Required action
In the entries below, which lines run from the one containing "Dump the readable content of this picture" to the one containing "Extract the structured"? Copy exactly those lines, ends included, and no others.

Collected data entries
# # # #
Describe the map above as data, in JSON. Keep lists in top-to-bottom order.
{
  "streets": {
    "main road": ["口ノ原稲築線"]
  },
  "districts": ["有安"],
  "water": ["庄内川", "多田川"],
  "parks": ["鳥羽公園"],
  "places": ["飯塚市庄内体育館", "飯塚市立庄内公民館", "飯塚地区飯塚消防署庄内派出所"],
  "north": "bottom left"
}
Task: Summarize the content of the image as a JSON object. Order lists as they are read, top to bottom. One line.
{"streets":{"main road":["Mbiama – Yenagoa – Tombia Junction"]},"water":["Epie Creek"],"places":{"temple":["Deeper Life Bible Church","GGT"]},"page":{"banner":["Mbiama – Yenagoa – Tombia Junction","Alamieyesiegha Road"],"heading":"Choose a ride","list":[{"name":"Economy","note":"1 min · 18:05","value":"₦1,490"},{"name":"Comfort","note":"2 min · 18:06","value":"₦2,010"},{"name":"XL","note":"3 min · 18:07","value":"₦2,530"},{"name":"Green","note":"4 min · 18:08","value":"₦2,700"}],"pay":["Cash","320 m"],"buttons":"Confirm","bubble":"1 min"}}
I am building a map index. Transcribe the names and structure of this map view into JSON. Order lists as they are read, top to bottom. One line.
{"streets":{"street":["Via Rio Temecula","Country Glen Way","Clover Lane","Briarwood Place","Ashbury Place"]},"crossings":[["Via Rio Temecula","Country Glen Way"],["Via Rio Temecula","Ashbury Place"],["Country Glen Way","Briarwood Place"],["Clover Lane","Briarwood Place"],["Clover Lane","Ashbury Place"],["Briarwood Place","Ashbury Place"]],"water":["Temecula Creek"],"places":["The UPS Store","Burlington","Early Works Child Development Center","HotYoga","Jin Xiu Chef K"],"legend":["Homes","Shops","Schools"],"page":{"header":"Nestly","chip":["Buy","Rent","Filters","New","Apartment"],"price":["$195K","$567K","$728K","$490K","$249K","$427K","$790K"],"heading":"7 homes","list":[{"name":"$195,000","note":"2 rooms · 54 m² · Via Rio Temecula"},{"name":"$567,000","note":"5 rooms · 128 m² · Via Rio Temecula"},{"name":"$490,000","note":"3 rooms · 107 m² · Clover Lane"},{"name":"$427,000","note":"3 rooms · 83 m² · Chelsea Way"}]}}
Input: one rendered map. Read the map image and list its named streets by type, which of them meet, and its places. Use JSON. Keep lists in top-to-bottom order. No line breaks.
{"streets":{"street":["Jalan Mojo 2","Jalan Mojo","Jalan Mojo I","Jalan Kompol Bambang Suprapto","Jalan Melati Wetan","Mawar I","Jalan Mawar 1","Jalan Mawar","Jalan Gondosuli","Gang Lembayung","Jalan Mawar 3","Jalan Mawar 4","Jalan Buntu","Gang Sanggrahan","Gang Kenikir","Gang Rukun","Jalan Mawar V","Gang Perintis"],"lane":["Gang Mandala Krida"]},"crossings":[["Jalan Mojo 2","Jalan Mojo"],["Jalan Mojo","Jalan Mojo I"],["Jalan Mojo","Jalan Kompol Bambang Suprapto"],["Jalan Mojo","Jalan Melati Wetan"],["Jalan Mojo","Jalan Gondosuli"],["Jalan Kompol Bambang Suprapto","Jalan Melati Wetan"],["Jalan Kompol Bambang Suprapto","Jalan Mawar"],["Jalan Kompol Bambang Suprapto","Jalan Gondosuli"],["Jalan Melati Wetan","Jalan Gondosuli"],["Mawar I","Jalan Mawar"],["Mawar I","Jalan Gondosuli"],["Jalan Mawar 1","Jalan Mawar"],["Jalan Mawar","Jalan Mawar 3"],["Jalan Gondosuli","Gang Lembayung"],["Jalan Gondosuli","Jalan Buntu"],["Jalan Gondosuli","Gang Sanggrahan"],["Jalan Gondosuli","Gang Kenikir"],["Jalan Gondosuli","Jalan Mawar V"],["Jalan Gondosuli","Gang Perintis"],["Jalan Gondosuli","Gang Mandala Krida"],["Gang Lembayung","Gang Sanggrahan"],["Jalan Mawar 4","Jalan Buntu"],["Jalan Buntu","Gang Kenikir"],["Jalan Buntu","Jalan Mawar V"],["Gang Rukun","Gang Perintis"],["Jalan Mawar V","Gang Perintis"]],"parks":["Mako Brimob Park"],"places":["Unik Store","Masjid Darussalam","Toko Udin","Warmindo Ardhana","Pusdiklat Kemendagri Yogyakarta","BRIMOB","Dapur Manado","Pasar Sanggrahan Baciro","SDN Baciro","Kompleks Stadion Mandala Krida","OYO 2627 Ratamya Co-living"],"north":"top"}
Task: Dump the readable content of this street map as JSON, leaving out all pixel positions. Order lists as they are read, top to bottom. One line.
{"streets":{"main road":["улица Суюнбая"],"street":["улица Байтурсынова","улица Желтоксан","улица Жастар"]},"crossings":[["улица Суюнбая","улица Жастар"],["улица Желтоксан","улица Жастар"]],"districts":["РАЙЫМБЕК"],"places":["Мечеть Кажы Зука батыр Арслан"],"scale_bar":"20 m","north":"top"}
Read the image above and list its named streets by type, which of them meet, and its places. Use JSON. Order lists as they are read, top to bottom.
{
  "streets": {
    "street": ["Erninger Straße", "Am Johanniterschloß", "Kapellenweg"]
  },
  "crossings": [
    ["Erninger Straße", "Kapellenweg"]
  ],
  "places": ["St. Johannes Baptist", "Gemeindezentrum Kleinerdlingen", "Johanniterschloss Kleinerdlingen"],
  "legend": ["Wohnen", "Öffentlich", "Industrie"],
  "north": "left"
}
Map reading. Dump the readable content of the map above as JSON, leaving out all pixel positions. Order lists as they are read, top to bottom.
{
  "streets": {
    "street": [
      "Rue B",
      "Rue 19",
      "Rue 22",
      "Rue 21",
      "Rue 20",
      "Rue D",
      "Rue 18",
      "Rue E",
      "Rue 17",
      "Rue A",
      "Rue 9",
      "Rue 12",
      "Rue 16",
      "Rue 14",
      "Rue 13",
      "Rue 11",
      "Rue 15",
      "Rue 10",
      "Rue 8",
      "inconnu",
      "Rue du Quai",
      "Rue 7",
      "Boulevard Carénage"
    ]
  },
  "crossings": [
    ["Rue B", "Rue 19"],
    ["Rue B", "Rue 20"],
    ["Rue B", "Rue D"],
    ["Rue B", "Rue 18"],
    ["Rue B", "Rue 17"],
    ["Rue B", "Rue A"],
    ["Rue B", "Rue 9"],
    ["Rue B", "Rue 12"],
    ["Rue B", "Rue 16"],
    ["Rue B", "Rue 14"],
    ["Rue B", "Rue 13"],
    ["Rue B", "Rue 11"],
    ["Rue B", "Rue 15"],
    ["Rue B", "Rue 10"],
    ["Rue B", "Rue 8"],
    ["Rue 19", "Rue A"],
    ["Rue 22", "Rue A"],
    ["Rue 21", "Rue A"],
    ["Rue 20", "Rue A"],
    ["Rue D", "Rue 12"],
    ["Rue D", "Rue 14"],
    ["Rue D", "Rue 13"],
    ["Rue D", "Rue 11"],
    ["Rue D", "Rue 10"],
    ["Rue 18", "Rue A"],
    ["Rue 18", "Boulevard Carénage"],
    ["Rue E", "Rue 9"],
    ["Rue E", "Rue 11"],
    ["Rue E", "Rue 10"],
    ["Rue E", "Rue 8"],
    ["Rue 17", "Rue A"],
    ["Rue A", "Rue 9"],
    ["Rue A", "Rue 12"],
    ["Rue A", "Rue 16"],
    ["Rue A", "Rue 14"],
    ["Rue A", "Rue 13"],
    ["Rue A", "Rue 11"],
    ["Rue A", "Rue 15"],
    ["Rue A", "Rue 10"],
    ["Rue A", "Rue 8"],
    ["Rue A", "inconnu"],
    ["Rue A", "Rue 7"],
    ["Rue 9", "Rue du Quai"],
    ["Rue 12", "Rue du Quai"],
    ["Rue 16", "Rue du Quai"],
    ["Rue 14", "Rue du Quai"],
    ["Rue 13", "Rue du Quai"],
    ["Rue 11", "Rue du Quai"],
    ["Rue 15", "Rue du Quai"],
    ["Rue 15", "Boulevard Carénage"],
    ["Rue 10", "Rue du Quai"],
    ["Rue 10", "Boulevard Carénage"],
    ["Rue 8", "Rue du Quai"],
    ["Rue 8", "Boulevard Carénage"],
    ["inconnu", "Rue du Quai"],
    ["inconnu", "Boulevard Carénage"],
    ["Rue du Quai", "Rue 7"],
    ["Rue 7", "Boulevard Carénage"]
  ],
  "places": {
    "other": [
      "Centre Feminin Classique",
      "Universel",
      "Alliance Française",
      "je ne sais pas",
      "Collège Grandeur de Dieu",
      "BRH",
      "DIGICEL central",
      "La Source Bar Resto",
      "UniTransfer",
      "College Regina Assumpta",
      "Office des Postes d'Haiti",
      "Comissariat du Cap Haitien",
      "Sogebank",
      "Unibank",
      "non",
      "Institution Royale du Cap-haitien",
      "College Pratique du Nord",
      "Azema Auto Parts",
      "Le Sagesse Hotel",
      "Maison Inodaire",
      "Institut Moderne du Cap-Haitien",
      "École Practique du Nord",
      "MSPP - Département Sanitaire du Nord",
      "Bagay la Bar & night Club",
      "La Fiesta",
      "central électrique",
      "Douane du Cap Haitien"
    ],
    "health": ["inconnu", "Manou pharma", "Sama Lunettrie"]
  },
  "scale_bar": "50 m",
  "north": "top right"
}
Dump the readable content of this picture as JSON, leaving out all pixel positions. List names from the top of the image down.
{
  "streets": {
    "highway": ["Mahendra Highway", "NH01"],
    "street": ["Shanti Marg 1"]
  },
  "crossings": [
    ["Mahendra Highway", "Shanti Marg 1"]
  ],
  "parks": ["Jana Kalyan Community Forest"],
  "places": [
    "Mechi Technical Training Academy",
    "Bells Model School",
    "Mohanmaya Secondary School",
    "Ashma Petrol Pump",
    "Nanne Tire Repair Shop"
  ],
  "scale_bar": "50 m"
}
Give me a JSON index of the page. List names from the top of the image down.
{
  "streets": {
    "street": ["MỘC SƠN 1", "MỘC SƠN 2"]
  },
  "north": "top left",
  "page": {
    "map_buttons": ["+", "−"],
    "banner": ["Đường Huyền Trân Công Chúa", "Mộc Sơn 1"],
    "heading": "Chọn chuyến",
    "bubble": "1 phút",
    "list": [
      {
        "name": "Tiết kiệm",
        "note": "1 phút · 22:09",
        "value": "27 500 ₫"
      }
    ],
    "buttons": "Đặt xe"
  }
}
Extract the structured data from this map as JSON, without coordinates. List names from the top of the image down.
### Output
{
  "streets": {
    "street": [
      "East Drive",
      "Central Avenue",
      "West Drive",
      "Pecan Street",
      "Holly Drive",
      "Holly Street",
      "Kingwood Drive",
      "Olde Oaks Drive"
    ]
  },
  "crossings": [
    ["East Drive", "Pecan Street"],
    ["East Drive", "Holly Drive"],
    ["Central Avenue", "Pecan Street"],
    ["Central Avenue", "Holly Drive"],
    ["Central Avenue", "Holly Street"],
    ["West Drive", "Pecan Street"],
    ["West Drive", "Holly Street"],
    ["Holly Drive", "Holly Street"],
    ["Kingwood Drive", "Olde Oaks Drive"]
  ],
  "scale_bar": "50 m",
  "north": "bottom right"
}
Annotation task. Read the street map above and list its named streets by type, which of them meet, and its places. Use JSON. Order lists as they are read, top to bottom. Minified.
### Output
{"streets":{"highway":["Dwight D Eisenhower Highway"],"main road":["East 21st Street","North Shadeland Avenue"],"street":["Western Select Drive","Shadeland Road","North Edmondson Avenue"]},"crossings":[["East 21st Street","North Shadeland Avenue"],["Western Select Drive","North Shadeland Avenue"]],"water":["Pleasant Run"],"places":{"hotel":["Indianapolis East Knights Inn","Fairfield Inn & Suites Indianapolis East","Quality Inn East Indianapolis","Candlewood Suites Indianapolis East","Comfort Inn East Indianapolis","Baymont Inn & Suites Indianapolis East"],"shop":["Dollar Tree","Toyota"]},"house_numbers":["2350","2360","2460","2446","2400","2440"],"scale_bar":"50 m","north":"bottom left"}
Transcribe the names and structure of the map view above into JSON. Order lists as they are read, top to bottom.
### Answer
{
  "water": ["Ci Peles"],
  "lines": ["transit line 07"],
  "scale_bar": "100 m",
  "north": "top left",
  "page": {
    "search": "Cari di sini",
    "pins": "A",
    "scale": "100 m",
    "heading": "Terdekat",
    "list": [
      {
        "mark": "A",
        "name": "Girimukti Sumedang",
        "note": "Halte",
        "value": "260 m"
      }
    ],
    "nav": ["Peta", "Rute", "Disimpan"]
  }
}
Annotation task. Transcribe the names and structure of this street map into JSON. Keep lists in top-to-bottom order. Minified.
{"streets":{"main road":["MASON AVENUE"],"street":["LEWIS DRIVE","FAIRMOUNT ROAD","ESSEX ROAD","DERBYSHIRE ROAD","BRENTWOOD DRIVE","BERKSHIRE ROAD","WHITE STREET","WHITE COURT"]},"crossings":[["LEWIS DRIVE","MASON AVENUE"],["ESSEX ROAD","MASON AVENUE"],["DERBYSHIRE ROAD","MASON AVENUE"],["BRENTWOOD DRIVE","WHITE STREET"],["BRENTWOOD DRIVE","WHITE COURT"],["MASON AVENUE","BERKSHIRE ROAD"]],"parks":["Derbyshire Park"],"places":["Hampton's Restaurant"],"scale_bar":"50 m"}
# # # #
Completed task
Dump the readable content of this picture as JSON, leaving out all pixel positions. List names from the top of the image down.
{
  "streets": {
    "highway": ["Mahendra Highway", "NH01"],
    "street": ["Shanti Marg 1"]
  },
  "crossings": [
    ["Mahendra Highway", "Shanti Marg 1"]
  ],
  "parks": ["Jana Kalyan Community Forest"],
  "places": [
    "Mechi Technical Training Academy",
    "Bells Model School",
    "Mohanmaya Secondary School",
    "Ashma Petrol Pump",
    "Nanne Tire Repair Shop"
  ],
  "scale_bar": "50 m"
}
Give me a JSON index of the page. List names from the top of the image down.
{
  "streets": {
    "street": ["MỘC SƠN 1", "MỘC SƠN 2"]
  },
  "north": "top left",
  "page": {
    "map_buttons": ["+", "−"],
    "banner": ["Đường Huyền Trân Công Chúa", "Mộc Sơn 1"],
    "heading": "Chọn chuyến",
    "bubble": "1 phút",
    "list": [
      {
        "name": "Tiết kiệm",
        "note": "1 phút · 22:09",
        "value": "27 500 ₫"
      }
    ],
    "buttons": "Đặt xe"
  }
}
Extract the structured data from this map as JSON, without coordinates. List names from the top of the image down.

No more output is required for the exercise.